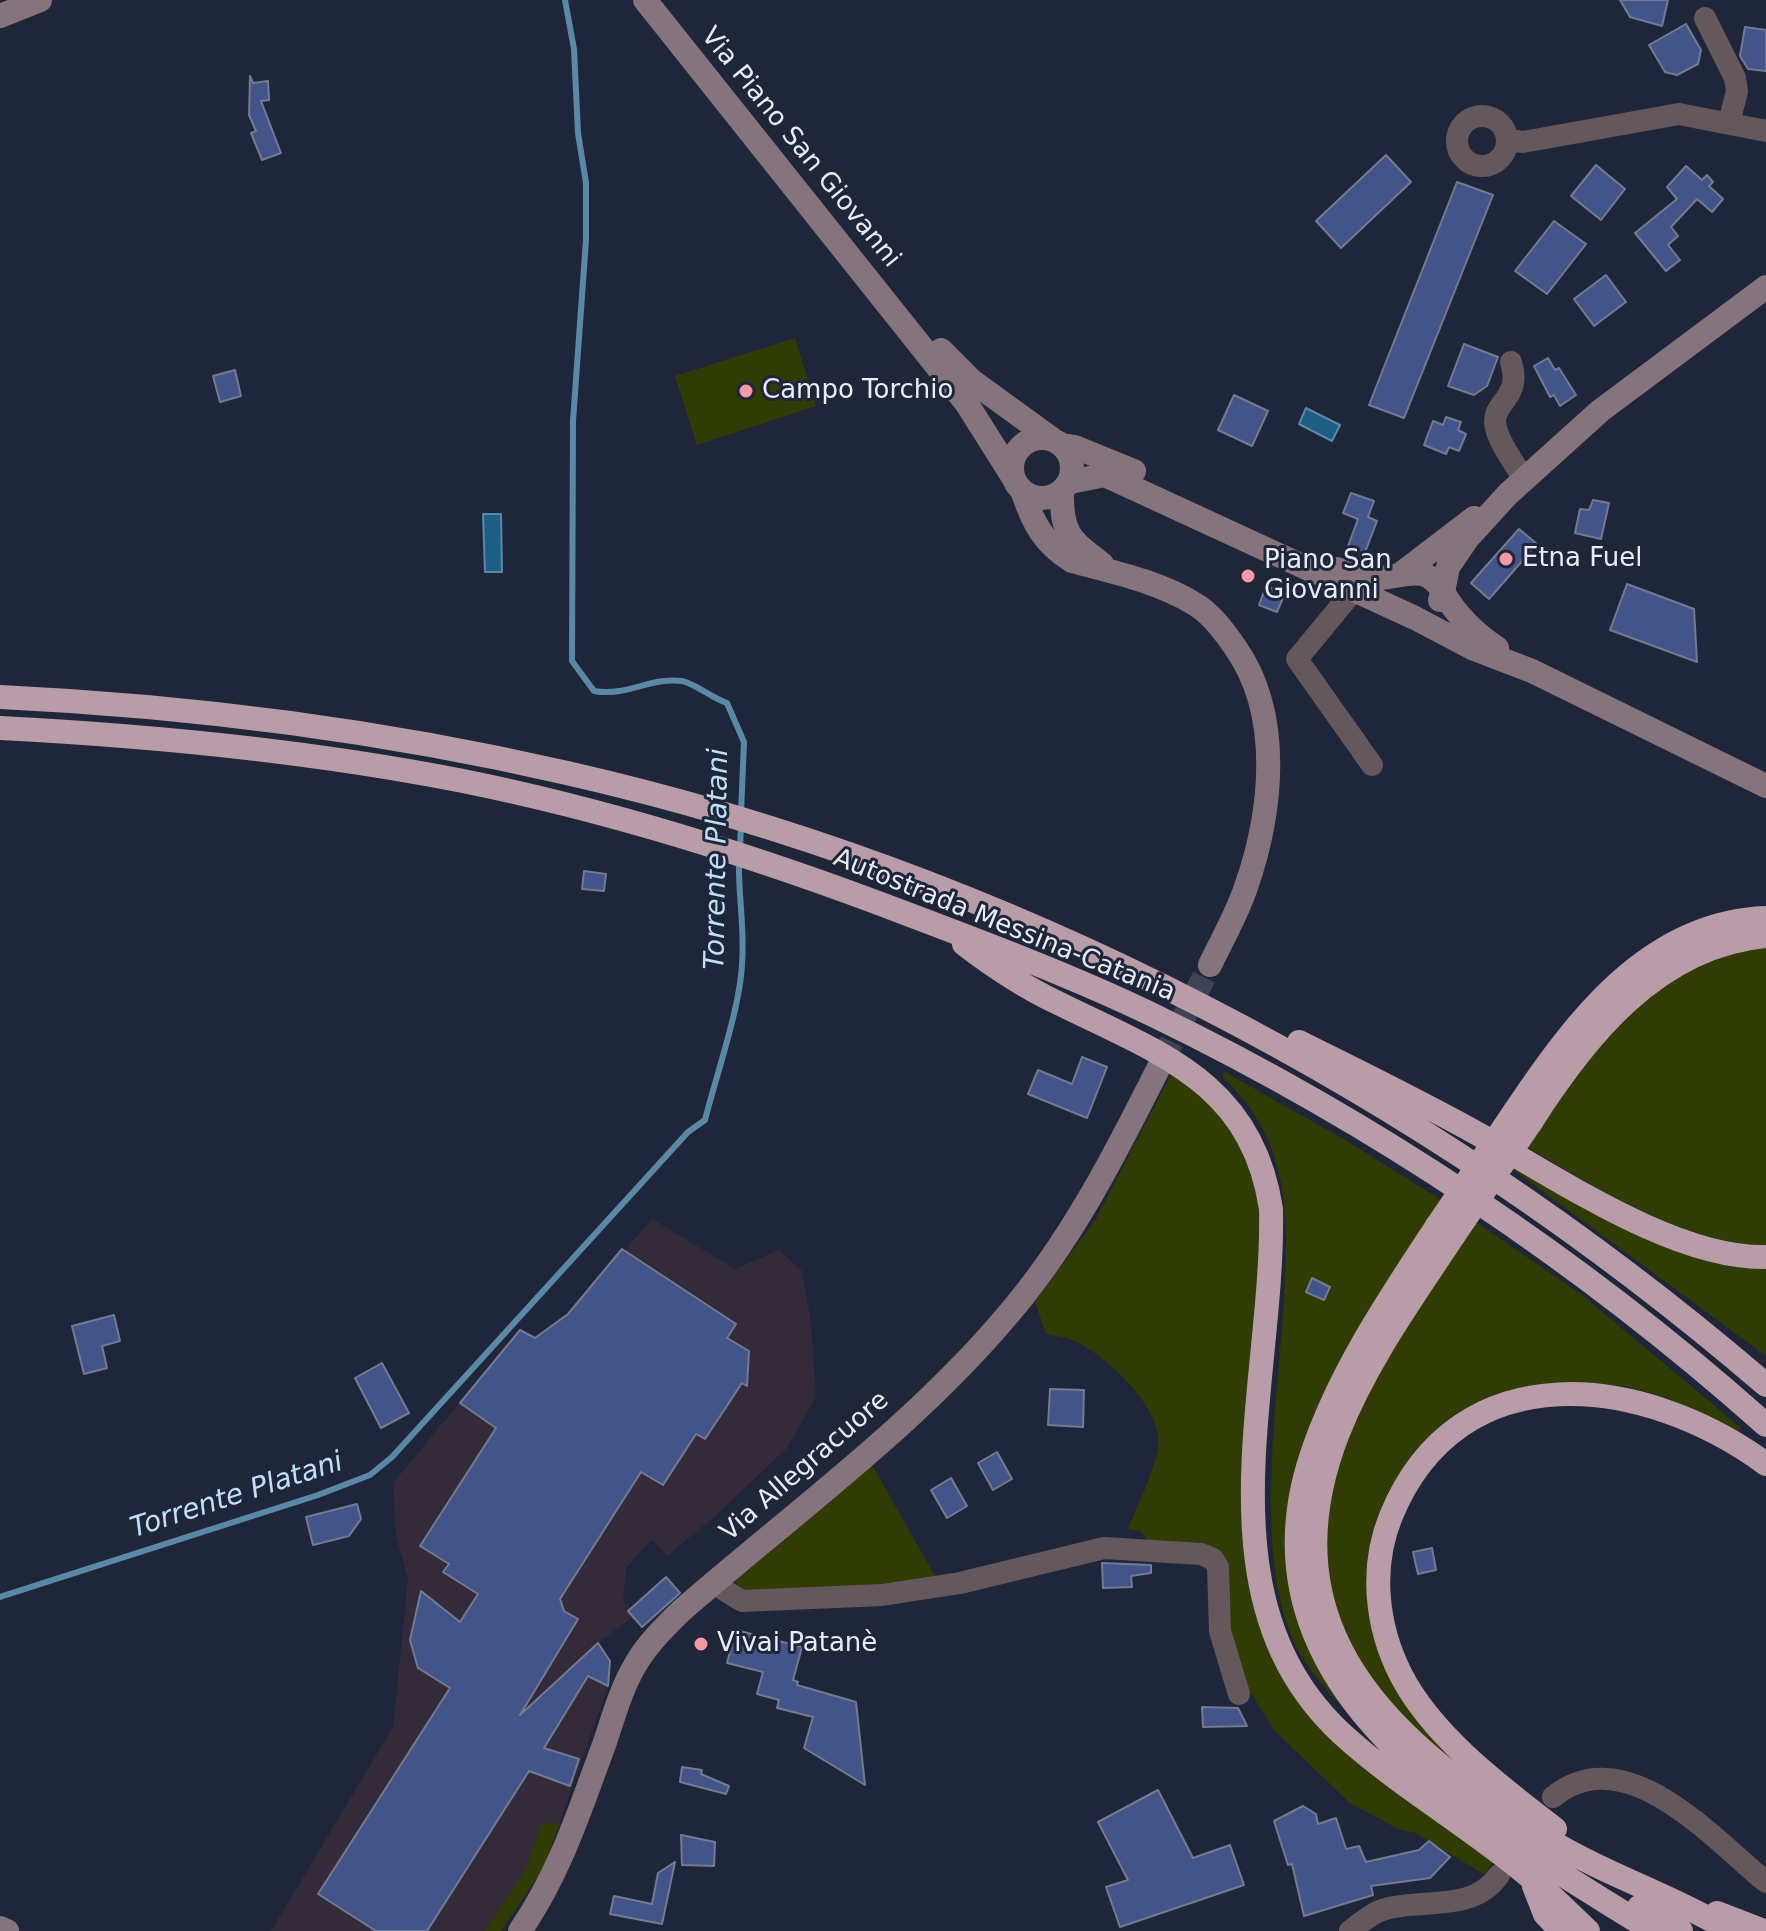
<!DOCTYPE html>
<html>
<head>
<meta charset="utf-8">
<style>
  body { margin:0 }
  canvas { display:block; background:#1f2639 }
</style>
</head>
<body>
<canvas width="1766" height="1931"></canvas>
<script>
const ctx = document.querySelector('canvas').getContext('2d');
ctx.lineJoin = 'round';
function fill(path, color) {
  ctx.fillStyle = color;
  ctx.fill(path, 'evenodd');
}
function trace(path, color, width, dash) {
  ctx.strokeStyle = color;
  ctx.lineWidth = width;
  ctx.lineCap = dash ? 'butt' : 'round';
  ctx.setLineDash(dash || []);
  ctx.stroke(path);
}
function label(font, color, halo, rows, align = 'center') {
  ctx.font = font + ' "DejaVu Sans",sans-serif';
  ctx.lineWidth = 6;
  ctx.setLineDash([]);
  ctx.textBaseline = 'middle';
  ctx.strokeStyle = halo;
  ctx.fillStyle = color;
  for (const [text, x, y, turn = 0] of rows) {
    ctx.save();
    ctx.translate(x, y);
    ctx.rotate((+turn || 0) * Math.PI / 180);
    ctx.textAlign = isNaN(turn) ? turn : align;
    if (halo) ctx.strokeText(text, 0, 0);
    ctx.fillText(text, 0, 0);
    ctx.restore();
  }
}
const industrial = new Path2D(`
  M652 1219 735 1269 779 1250 802 1271 811 1323 816 1397 787 1448 714 1517 667 1556 652 1539 626 1568 623 1603 628 1604 633 1617 598 1643 610 1661 608 1686 543 1869 501 1931H271L393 1727 408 1579 396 1535 393 1483 520 1330 535 1338 568 1315Z`);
const green = new Path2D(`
  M795 338 816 406 697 445 675 376Z
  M1766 948V1247C1672 1238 1608 1194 1528 1148 1586 1055 1646 961 1766 948Z
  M1174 1069 1235 1130 1260 1196 1253 1600 1267 1644 1284 1677 1493 1861 1485 1875 1416 1833 1400 1830 1350 1803 1275 1731 1236 1670 1226 1629 1224 1562 1151 1544 1140 1531 1128 1529C1138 1504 1153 1475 1158 1448 1165 1409 1104 1352 1070 1339 1063 1336 1054 1336 1046 1334L1035 1302 1096 1219Z
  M1225 1072 1347 1141 1446 1203 1316 1426 1325 1676 1355 1721C1332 1696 1307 1671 1293 1639 1254 1552 1278 1396 1284 1301 1289 1214 1290 1140 1222 1076Z
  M1473 1140 1766 1267V1356Z
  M1476 1222 1582 1295 1741 1428 1738 1433 1668 1398 1628 1387 1589 1383 1525 1389 1398 1488 1384 1647 1493 1790C1459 1765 1421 1743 1393 1711 1245 1544 1376 1371 1476 1222Z
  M872 1465 939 1583 746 1596 735 1581Z
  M542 1822 559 1825 543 1869 501 1931H485L527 1867Z`);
const water = new Path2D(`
  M1306 408 1340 425 1332 441 1299 424Z
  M483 514H501L502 572H485Z`);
const stream = new Path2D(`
  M565 0 574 49 578 133 586 183V240L573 421 572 661 594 691C626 697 650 677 682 681 694 683 712 698 727 703L744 742 741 813
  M740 849 741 824
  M0 1597 318 1495 370 1475 392 1457 688 1132 705 1120C716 1076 740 1008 742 964 745 929 738 895 739 860`);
const building = new Path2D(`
  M1620 0H1668L1662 26 1630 17Z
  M1686 24 1701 50 1698 64 1677 75 1665 72 1649 45Z
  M1745 27 1766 30V71L1748 69 1740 56Z
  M250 76 253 83 268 81 269 100 261 101 281 153 262 160 251 133 256 131 249 115Z
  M1386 155 1411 182 1341 248 1316 221Z
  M1596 165 1625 189 1601 220 1571 196Z
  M1686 166 1702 180 1707 175 1713 182 1709 186 1723 199 1712 212 1697 199 1671 227 1678 236 1668 245 1680 260 1666 271 1635 233 1677 199 1667 187Z
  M1457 182 1493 195 1404 418 1369 405Z
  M1554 221 1586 244 1547 294 1515 271Z
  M1606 275 1626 302 1594 326 1574 299Z
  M1464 344 1498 357 1487 386 1474 395 1448 386Z
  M1548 358 1555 370 1559 368 1576 395 1560 406 1554 395 1550 397 1534 366Z
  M235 370 241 396 220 402 213 376Z
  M1234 395 1268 411 1252 446 1218 430Z
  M1446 417 1461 422 1458 430 1466 434 1459 451 1449 447 1446 454 1424 445 1433 421 1443 425Z
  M1351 493 1374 501 1368 517 1377 521 1364 555 1347 549 1358 519 1343 513Z
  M1593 500 1609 503 1601 539 1575 533 1580 509 1589 510Z
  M1519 529 1537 544 1489 599 1471 583Z
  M1627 584 1694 609 1697 662 1610 630Z
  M1266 586 1285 593 1277 612 1259 605Z
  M584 871 606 874 604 891 582 889Z
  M1082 1057 1107 1067 1087 1118 1028 1094 1038 1070 1072 1084Z
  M622 1249 736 1324 727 1338 749 1351 747 1386 742 1383 705 1439 696 1434 663 1485 641 1472 560 1599 564 1611 578 1619 520 1715 598 1643 610 1661 608 1686 588 1676 544 1748 579 1759 570 1786 529 1771 427 1931H376L318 1894 450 1688 418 1668 410 1640 421 1591 460 1622 478 1594 443 1572 449 1564 420 1546 496 1428 460 1403 520 1330 535 1338 568 1314Z
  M1312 1278 1330 1287 1324 1300 1306 1292Z
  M114 1315 120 1341 102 1346 107 1368 84 1374 72 1326Z
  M382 1363 409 1413 381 1428 355 1378Z
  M1050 1389 1084 1390 1083 1427 1048 1425Z
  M997 1452 1012 1479 993 1490 978 1463Z
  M951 1478 967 1506 947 1518 931 1490Z
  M357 1504 361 1519 349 1536 313 1545 306 1517Z
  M1432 1548 1436 1570 1418 1574 1413 1552Z
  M1102 1563 1151 1565V1573L1131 1576 1132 1587 1103 1588Z
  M666 1577 680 1593 642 1627 628 1611Z
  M736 1630 802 1647 793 1680 798 1682 797 1685 856 1702 865 1785 804 1748 813 1717 777 1708 779 1700 757 1694 763 1672 727 1663Z
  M1202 1707 1238 1708 1247 1726 1203 1727Z
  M682 1767 702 1770 701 1774 729 1786 726 1794 680 1782Z
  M1158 1790 1193 1858 1230 1845 1244 1885 1120 1927 1106 1887 1128 1880 1098 1822Z
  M1303 1806 1316 1814 1318 1824 1336 1818 1346 1849 1359 1846 1366 1862 1419 1850 1429 1841 1450 1857 1430 1878 1371 1886 1373 1895 1304 1916 1292 1864 1288 1865 1274 1821Z
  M681 1835 715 1842 714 1866 682 1865Z
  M675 1862 662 1924 610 1914 614 1896 652 1904 658 1873Z`);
const secondaryTunnel = new Path2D(`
  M1161 1063 1210 965`);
const street = new Path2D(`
  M1705 18 1735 78 1737 91 1729 123
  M1457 141a25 25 0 1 1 50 0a25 25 0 1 1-50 0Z
  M1508 140 1523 142 1679 114 1766 131
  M1511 362C1523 400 1489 402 1496 428 1500 445 1515 464 1524 479
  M1354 590 1297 659 1372 765
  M713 1583 742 1601 882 1595 960 1583 1104 1548 1201 1554 1213 1559 1218 1567 1220 1631 1239 1694
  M1553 1797C1625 1738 1711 1837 1766 1882
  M1350 1931C1360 1924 1370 1914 1382 1910 1421 1897 1472 1914 1499 1875`);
const secondary = new Path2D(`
  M645 0 967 404 1013 477
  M0 16 40 0
  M941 350 972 381 1052 439
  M1012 468a30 30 0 1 1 60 0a30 30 0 1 1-60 0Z
  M1062 445 1075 447 1134 471
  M1070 482 1105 475 1415 618 1472 648 1532 671 1766 786
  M1062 492C1061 533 1070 540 1102 564
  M1023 493C1033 523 1044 544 1072 561 1112 572 1157 581 1193 603 1210 612 1224 631 1235 647 1283 715 1272 812 1246 887 1237 914 1222 940 1210 965
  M1337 569C1351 575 1366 580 1381 578 1408 575 1427 564 1443 592L1440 600
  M1402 573 1474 518
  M1497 648C1474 633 1457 616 1443 592L1448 567 1467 539 1508 494 1600 411 1766 287
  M0 1928 7 1931
  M520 1931C561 1871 580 1809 605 1742 614 1715 622 1686 637 1662 649 1642 665 1627 681 1611 790 1516 912 1428 1006 1317 1071 1242 1117 1151 1161 1063`);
const highway = new Path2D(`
  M0 697C191 706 380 730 567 773 1007 873 1425 1092 1766 1385
  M0 728C156 736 310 751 463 781 617 812 764 859 910 915 992 946 1074 977 1153 1015 1374 1122 1583 1262 1766 1425
  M964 944C994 967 1024 987 1058 1003 1159 1053 1252 1082 1271 1209 1275 1383 1195 1598 1342 1734 1400 1787 1470 1826 1530 1877 1550 1894 1569 1913 1588 1931
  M1299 1042C1359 1072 1419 1101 1478 1134 1558 1178 1674 1259 1766 1257
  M1515 1111C1574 1023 1648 922 1766 918
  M1531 1122C1585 1037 1657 946 1766 936
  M1437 1226C1389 1299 1340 1371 1312 1454 1231 1694 1486 1826 1653 1931
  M1454 1235C1412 1299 1366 1362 1338 1433 1261 1630 1392 1745 1547 1839 1606 1875 1673 1896 1731 1931
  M1555 1829C1501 1787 1433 1737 1401 1675 1376 1626 1370 1567 1391 1516 1459 1350 1645 1375 1766 1464
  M1534 1886 1545 1914 1561 1931
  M1639 1907 1681 1931
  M1717 1913 1764 1931`);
const highwayBridge = new Path2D(`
  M1437 1226 1515 1111
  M1454 1235 1531 1122`);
const markers = [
  [746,391,8,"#f49aa2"],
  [1506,559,8,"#f49aa2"],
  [1248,576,8,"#f49aa2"],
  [701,1644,8,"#f49aa2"]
];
const streetNames = [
  ["Via Piano San Giovanni",800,148,51],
  ["Autostrada Messina-Catania",1004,926,22],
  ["Via Allegracuore",805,1467,-41]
];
const poiNames = [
  ["Campo Torchio",762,391],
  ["Etna Fuel",1522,559],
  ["Piano San",1264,561],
  ["Giovanni",1264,591],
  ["Vivai Patanè",717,1644]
];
const waterNames = [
  ["Torrente Platani",718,859,-89],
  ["Torrente Platani",237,1496,-18]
];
fill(industrial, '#332a3a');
fill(green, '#303c03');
fill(water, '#1e5e85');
trace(water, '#5a89a8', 2);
trace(stream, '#5a89a8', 6);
fill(building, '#435489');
trace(building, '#727b92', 2);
trace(secondaryTunnel, '#3d4456', 24, [24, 12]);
trace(street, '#64585d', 22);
trace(secondary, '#86747c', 24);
trace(highway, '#b89ca8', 24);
trace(highwayBridge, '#b89ca8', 24);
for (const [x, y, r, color] of markers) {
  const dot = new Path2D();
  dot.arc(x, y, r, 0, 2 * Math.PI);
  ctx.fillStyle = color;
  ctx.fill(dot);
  trace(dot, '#1f2639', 3);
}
label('26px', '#e7ecf9', '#1f2639', streetNames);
label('26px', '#e7ecf9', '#1f2639', poiNames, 'left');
label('italic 28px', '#bfe0f8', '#1f2639', waterNames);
</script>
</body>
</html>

> _WORK REQUEST_
Examine the records and pull out every line where the string "font" occurs.

> _ANSWER SPACE_
function label(font, color, halo, rows, align = 'center') {
  ctx.font = font + ' "DejaVu Sans",sans-serif';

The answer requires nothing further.